→ Work to be completed:
Please reproduce the entries below exactly as they stand, but leave the pictures out.

========================================

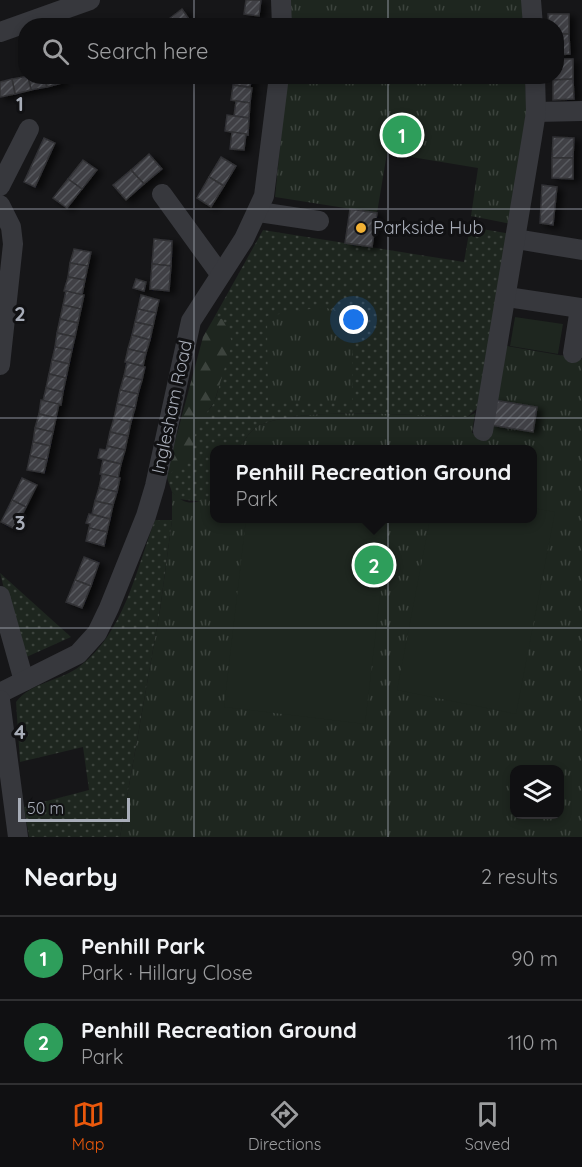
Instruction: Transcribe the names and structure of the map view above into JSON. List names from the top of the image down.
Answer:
{
  "streets": {
    "street": ["Inglesham Road"]
  },
  "places": ["Parkside Hub"],
  "scale_bar": "50 m",
  "page": {
    "search": "Search here",
    "pins": ["1", "2"],
    "popup": ["Penhill Recreation Ground", "Park"],
    "scale": "50 m",
    "heading": ["Nearby", "2 results"],
    "list": [
      {
        "mark": "1",
        "name": "Penhill Park",
        "note": "Park · Hillary Close",
        "value": "90 m"
      },
      {
        "mark": "2",
        "name": "Penhill Recreation Ground",
        "note": "Park",
        "value": "110 m"
      }
    ],
    "nav": ["Map", "Directions", "Saved"]
  },
  "grid": {
    "rows": [
      "1",
      "2",
      "3",
      "4"
    ]
  }
}
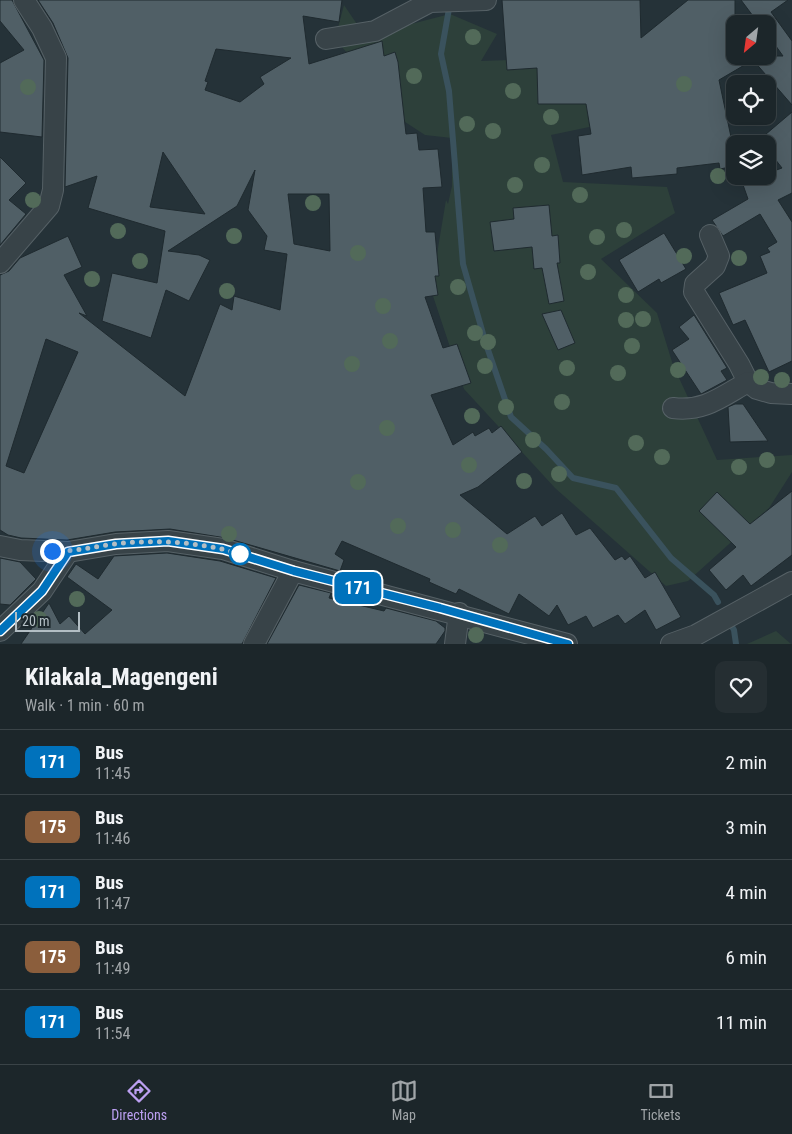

========================================

→ Solution to the problem:
Instruction: Transcribe the names and structure of the map view above into JSON. List names from the top of the image down.
Answer:
{
  "streets": {
    "street": ["Inglesham Road"]
  },
  "places": ["Parkside Hub"],
  "scale_bar": "50 m",
  "page": {
    "search": "Search here",
    "pins": ["1", "2"],
    "popup": ["Penhill Recreation Ground", "Park"],
    "scale": "50 m",
    "heading": ["Nearby", "2 results"],
    "list": [
      {
        "mark": "1",
        "name": "Penhill Park",
        "note": "Park · Hillary Close",
        "value": "90 m"
      },
      {
        "mark": "2",
        "name": "Penhill Recreation Ground",
        "note": "Park",
        "value": "110 m"
      }
    ],
    "nav": ["Map", "Directions", "Saved"]
  },
  "grid": {
    "rows": [
      "1",
      "2",
      "3",
      "4"
    ]
  }
}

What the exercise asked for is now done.